Next time you run this, can you add a comparison of chrome side crashes per client vs. non-e10s crashes per client? It's frustrating to me that browser crashes haven't improved much if at all with e10s.
Comment 22•9 years ago
|
||
Added bug 1241106 to cover another theory of reason for discrepancy.
Comment 23•9 years ago
|
||
I'm concerned that we're talking about various crash numbers without having an agreed definition of which ones we should be using. My proposal at https://telemetry.mozilla.org/new-pipeline/crash-summary.html was that we should be using the following two metrics as our official crash rates:
* crash pings/subsessionlength (reported as crashes per 1000 usage-hours)
* SUBPROCESS_CRASHES_WITH_DUMP["content"] / subsessionlength (also reported as crashes per 1000 usage-hours)
Together these are the crash rate for a build. I assert that unless there is a clear reason not to use these, this should be the generally-agreed metric for crash rates. I'd be willing to consider using activeTicks instead of subsessionlength if there's evidence that produces better results.
Furthermore, I have the following concern about the analysis at https://gist.github.com/poiru/3b7495be8adcf77f020f . Has anyone else reviewed this analysis yet?
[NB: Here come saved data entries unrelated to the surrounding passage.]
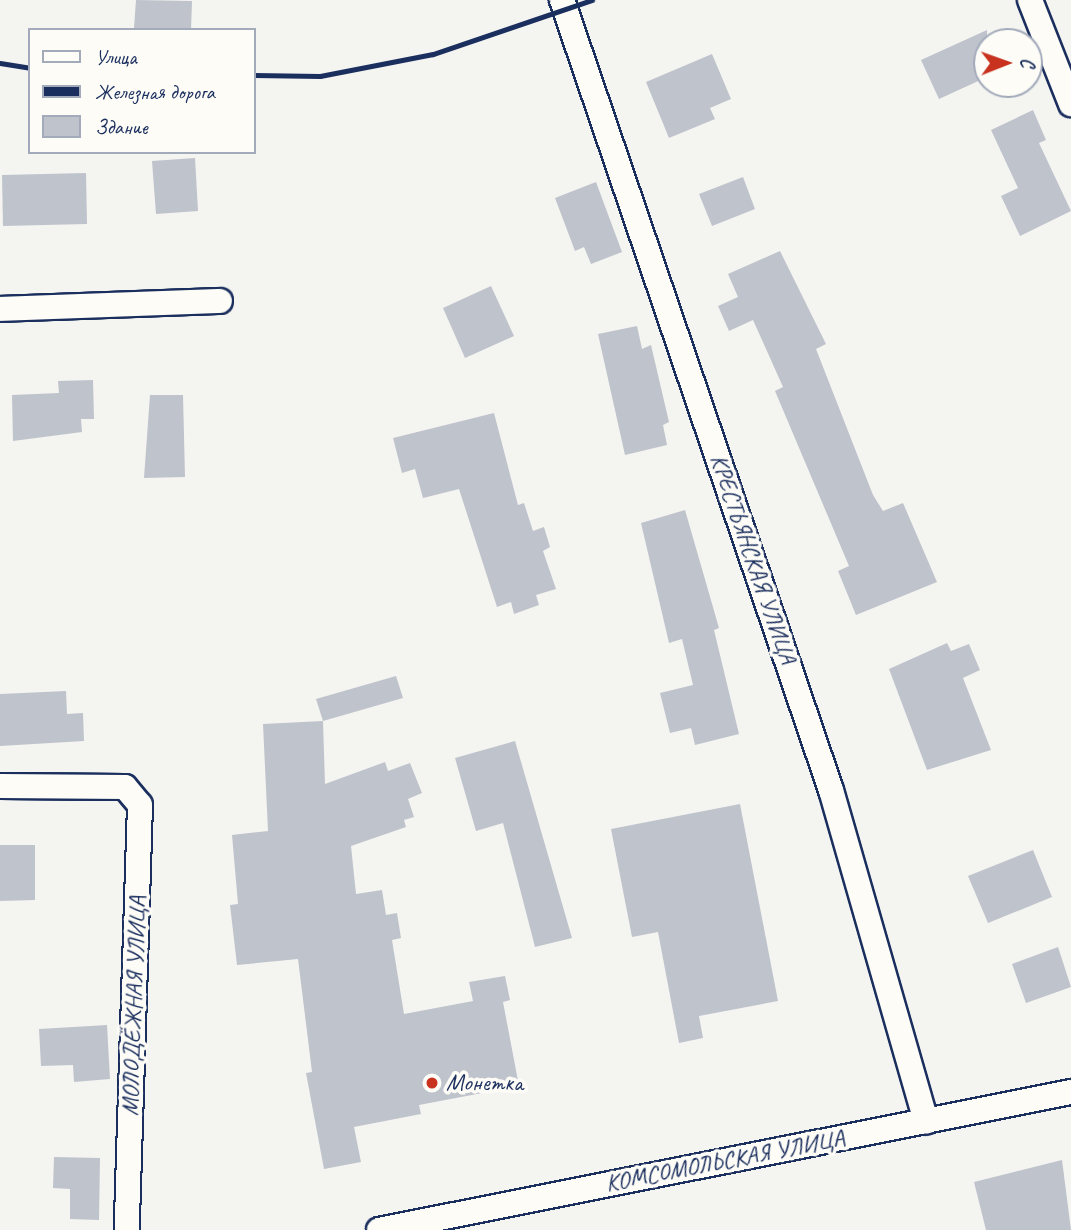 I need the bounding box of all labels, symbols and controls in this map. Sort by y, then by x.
legend [28,28,256,154]
north arrow [973,28,1043,98]
text: Улица [95,44,137,70]
text: С [1015,58,1039,68]
text: Железная дорога [95,79,215,105]
text: Здание [95,114,148,140]
street label: КРЕСТЬЯНСКАЯ УЛИЦА [704,451,802,667]
street label: МОЛОДЁЖНАЯ УЛИЦА [116,896,152,1116]
place label: Монетка [446,1069,523,1097]
marker: Монетка [424,1075,440,1091]
street label: КОМСОМОЛЬСКАЯ УЛИЦА [604,1124,846,1198]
* what's the purpose of is_sensible_creation_date? It's perfectly normal for a ping to have a different submission date than creation date, especially for pings which are created at shutdown (the final subsession). These aren't submitted until this next startup, which can easily be the next day, or several days if there's a weekend. I'm worried that you're throwing away essential data.
Comment 24•9 years ago
|
||
Being able to link two separate systems (with full accountability of raw discrepancy) is a good indication what is being analysed is correct. Having extra information (such as top crash numbers and users experiencing crashes) can be good in identifying problems. I agree a single definition is good for long term comparison. Personally will stay far away from determining definition, argument over what to use isn't greatly helpful.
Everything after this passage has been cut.